# Lecture 10. Principal Component Analysis (PCA)

## What is Principal Component Analysis (PCA)?

Principal Component Analysis (PCA) is a dimensionality reduction technique used in machine learning and data analysis. It is a powerful tool for simplifying complex datasets by transforming the original set of features into a smaller set of uncorrelated variables called principal components.

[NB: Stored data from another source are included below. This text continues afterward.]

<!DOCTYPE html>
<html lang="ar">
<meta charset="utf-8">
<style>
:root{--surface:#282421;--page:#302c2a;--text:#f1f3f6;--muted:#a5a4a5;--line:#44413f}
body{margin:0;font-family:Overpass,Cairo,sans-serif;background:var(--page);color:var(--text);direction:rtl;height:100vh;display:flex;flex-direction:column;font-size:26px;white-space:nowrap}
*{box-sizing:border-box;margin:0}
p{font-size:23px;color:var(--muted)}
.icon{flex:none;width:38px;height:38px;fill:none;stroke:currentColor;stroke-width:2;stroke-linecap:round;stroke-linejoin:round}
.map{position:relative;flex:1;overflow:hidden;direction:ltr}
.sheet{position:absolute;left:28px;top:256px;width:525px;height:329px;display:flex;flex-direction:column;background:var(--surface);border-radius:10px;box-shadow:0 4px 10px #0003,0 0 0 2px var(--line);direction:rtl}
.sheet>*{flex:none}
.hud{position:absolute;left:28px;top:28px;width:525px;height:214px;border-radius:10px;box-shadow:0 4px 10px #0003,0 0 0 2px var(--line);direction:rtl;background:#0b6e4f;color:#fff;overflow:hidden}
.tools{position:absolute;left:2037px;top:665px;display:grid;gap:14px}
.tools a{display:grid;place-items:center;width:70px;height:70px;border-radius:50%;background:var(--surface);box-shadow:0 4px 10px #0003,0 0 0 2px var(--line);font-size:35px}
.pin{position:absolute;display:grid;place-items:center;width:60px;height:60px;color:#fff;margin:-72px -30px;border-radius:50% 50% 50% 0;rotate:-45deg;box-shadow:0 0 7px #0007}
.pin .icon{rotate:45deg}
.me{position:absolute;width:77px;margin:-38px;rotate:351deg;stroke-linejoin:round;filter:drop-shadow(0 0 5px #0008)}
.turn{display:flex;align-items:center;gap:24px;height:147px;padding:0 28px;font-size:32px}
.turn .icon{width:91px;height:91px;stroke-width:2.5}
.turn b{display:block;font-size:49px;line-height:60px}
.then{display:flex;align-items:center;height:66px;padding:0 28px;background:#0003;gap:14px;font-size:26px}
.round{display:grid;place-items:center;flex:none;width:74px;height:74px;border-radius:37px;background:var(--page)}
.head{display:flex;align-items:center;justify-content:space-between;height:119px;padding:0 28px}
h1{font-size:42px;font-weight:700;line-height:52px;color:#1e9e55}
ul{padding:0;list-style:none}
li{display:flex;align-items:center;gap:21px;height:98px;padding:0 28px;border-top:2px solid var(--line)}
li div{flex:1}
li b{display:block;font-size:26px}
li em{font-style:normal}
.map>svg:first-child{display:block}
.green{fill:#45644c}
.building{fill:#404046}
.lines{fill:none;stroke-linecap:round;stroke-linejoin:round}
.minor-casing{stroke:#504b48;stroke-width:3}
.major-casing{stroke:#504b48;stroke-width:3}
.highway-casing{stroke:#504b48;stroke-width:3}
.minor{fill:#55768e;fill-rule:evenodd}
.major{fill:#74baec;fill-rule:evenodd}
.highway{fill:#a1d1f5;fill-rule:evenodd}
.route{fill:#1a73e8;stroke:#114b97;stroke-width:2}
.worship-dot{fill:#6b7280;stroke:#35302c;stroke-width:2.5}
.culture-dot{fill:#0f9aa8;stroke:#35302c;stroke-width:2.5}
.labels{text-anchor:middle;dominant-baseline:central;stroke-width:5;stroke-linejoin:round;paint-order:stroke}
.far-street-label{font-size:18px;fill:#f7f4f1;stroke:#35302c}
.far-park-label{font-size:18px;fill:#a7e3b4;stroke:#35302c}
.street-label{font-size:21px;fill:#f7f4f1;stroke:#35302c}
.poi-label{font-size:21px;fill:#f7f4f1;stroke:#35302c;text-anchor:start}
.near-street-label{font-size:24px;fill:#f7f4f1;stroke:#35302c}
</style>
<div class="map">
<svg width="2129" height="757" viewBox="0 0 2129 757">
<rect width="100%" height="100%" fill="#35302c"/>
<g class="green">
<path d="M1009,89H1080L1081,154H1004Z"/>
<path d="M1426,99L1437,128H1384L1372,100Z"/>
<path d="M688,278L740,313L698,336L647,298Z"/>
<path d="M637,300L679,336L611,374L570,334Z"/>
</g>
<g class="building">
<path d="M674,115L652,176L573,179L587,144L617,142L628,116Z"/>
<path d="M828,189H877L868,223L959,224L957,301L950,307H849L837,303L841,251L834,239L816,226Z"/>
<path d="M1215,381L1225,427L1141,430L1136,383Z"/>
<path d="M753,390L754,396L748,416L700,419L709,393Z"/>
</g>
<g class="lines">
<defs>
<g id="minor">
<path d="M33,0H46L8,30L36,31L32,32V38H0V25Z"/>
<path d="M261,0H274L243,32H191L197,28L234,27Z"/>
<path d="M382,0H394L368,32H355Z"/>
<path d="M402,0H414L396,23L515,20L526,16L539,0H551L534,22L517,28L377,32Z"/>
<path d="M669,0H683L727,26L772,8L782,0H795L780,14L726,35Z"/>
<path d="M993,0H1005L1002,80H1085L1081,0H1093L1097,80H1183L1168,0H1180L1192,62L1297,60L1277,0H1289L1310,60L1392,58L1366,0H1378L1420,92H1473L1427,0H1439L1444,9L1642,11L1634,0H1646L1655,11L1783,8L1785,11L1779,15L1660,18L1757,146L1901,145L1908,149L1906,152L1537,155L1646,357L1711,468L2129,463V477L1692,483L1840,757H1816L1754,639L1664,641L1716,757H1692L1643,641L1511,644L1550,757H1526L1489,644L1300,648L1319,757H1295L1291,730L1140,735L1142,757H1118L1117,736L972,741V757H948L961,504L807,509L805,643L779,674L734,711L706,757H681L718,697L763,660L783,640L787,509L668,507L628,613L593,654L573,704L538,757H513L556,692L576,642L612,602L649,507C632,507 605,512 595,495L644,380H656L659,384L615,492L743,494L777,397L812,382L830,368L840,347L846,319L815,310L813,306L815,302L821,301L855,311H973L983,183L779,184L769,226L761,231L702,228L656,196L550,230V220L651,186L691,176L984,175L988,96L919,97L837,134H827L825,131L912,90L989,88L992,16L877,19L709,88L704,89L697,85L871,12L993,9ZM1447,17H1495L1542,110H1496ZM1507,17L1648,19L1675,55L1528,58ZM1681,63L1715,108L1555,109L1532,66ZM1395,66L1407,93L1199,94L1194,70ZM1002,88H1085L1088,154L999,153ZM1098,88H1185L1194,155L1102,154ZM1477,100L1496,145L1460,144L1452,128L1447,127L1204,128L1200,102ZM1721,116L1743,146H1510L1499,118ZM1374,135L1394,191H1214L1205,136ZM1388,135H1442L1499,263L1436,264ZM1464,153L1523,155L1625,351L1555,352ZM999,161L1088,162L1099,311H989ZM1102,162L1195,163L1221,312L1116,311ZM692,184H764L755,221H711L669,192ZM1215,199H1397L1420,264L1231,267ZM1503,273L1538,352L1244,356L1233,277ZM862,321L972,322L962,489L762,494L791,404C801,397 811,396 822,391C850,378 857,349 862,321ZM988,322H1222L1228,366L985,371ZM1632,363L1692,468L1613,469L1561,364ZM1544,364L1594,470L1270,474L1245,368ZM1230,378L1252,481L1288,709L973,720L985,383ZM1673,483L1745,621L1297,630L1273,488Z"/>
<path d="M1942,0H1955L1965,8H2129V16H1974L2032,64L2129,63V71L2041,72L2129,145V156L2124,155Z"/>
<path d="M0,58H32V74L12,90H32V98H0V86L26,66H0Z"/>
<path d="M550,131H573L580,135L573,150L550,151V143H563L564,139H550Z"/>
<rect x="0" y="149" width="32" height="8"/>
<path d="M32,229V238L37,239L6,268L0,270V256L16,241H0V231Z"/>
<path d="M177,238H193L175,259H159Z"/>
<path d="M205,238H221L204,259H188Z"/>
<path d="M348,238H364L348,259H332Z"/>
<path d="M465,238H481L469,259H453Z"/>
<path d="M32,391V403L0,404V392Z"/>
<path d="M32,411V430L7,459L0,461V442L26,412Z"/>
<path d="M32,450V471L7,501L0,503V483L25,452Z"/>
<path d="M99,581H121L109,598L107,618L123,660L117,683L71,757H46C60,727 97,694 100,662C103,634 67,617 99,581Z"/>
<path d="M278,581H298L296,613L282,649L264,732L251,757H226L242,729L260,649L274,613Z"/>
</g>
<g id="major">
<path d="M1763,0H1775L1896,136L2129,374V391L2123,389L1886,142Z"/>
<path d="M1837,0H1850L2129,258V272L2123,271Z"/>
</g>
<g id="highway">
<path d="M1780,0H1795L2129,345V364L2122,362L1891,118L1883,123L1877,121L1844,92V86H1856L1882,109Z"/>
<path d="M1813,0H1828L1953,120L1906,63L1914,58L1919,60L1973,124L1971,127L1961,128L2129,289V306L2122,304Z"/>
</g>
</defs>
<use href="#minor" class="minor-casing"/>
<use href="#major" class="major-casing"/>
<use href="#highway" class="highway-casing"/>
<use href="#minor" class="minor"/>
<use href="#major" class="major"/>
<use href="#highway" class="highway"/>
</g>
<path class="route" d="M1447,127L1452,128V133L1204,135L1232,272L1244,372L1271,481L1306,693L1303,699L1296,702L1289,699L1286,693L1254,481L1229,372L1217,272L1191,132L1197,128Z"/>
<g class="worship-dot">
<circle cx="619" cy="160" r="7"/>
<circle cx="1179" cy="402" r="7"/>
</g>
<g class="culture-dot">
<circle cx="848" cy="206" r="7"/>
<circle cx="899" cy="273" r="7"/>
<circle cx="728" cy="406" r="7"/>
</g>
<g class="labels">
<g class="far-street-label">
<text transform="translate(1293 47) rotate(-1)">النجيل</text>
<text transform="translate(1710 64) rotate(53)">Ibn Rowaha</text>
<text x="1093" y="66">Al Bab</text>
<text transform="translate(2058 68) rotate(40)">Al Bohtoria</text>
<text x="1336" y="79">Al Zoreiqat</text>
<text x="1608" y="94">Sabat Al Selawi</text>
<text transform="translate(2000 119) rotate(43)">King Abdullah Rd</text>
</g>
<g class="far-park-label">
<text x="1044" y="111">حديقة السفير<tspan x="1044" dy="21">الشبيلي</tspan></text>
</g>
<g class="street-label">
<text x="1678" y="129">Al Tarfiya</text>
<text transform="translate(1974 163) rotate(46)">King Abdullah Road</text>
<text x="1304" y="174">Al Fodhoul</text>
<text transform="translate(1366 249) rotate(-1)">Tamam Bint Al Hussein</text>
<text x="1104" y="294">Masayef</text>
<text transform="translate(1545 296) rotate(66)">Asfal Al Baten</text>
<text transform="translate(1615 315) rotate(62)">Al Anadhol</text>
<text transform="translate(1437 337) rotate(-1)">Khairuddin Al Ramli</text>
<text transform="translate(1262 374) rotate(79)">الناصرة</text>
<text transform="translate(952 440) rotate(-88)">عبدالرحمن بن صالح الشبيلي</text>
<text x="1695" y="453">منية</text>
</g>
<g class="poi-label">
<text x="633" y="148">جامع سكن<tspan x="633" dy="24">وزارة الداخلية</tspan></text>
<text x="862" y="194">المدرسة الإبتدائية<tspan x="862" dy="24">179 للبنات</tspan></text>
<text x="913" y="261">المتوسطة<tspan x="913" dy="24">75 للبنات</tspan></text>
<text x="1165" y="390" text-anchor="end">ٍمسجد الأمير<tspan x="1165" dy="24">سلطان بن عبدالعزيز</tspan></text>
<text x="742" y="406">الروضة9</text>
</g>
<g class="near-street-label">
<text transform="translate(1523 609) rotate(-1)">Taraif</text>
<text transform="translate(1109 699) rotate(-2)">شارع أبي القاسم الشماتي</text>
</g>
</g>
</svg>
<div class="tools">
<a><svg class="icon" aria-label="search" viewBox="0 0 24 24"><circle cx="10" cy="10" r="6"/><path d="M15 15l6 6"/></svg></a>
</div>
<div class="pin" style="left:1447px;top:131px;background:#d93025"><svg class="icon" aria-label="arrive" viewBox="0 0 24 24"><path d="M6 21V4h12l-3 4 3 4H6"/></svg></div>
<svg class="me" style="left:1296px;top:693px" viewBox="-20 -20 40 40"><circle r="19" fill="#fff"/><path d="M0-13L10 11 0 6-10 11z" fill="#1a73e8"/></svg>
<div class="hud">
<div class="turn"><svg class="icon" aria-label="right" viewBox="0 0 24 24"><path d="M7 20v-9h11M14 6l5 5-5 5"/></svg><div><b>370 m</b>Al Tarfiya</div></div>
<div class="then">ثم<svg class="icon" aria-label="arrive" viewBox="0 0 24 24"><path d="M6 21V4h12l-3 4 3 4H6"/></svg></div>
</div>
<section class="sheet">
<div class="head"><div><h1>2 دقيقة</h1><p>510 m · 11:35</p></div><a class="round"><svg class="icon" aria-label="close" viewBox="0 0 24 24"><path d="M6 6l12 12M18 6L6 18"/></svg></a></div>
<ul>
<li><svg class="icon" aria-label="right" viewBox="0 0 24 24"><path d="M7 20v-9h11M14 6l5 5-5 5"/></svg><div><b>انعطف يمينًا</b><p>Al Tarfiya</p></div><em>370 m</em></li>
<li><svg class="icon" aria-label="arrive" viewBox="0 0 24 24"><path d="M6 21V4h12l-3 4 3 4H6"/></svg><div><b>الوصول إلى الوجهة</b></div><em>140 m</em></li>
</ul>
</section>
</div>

The main idea behind PCA is to find the directions (principal components) that maximize the variance in the data. These principal components are orthogonal (perpendicular) to each other, and they capture the most important patterns or characteristics in the data.

### Why use PCA?

PCA is useful in several scenarios, including:

1. **Data Visualization**: PCA can be used to visualize high-dimensional data in 2D or 3D space by projecting the data onto the first few principal components.

2. **Dimensionality Reduction**: PCA can reduce the number of features in a dataset by keeping only the most important principal components, which can improve model performance and computational efficiency.

3. **Noise Reduction**: PCA can help remove noise and redundancy from the data by separating the signal (principal components) from the noise (remaining components).

4. **Feature Extraction**: PCA can be used for feature extraction by transforming the original features into a new set of uncorrelated features (principal components).

### How does PCA work?

PCA follows these steps:

1. **Standardize the data**: Center the data by subtracting the mean from each feature, and scale the data by dividing each feature by its standard deviation.

2. **Calculate the covariance matrix**: Compute the covariance matrix that describes the variance and correlation between features.

3. **Calculate the eigenvectors and eigenvalues**: Find the eigenvectors and eigenvalues of the covariance matrix. Eigenvectors represent the principal components, and eigenvalues represent the amount of variance captured by each principal component.

4. **Select principal components**: Choose the top `k` eigenvectors (principal components) that capture the most variance in the data.

5. **Project the data**: Transform the original data onto the new subspace defined by the selected principal components.

After performing PCA, the transformed data (principal components) can be used as input for various machine learning algorithms or for data visualization and analysis.

PCA is a powerful technique, but it also has limitations. It assumes that the data is linear and may not be suitable for non-linear data. Additionally, the principal components may not always have a clear interpretation, which can make the results difficult to understand.

---

Using the Pima Diabetes dataset again, we would like to demonstrate PCA.

In [1]:
import pandas as pd
from sklearn.preprocessing import StandardScaler
from sklearn.decomposition import PCA
from sklearn.linear_model import LogisticRegression
from sklearn.model_selection import train_test_split
from sklearn.metrics import accuracy_score

# Load the dataset
file_path = 'https://raw.githubusercontent.com/npradaschnor/Pima-Indians-Diabetes-Dataset/master/diabetes.csv'
data = pd.read_csv(file_path)

# Split the data into features and target
X = data.drop('Outcome', axis=1)
y = data['Outcome']

# Standardize the features
scaler = StandardScaler()
X_scaled = scaler.fit_transform(X)

In [2]:
# Perform PCA
pca = PCA(n_components=2)  # Choose the number of principal components
X_pca = pca.fit_transform(X_scaled)

Here we only choose two components, and see how effective it is.

In [3]:

# Split the data into train and test sets
X_train, X_test, y_train, y_test = train_test_split(X_pca, y, test_size=0.2, random_state=42)

# Train a logistic regression model on the principal components
logreg = LogisticRegression()
logreg.fit(X_train, y_train)

# Make predictions on the test set
y_pred = logreg.predict(X_test)

# Calculate the accuracy
accuracy = accuracy_score(y_test, y_pred)
print(f"Accuracy: {accuracy}")

Accuracy: 0.7077922077922078


It seems like the accuracy has decreased from 75% from previous notes (say ensemble) to 70%, that means in PCA there is still some informaiton loss.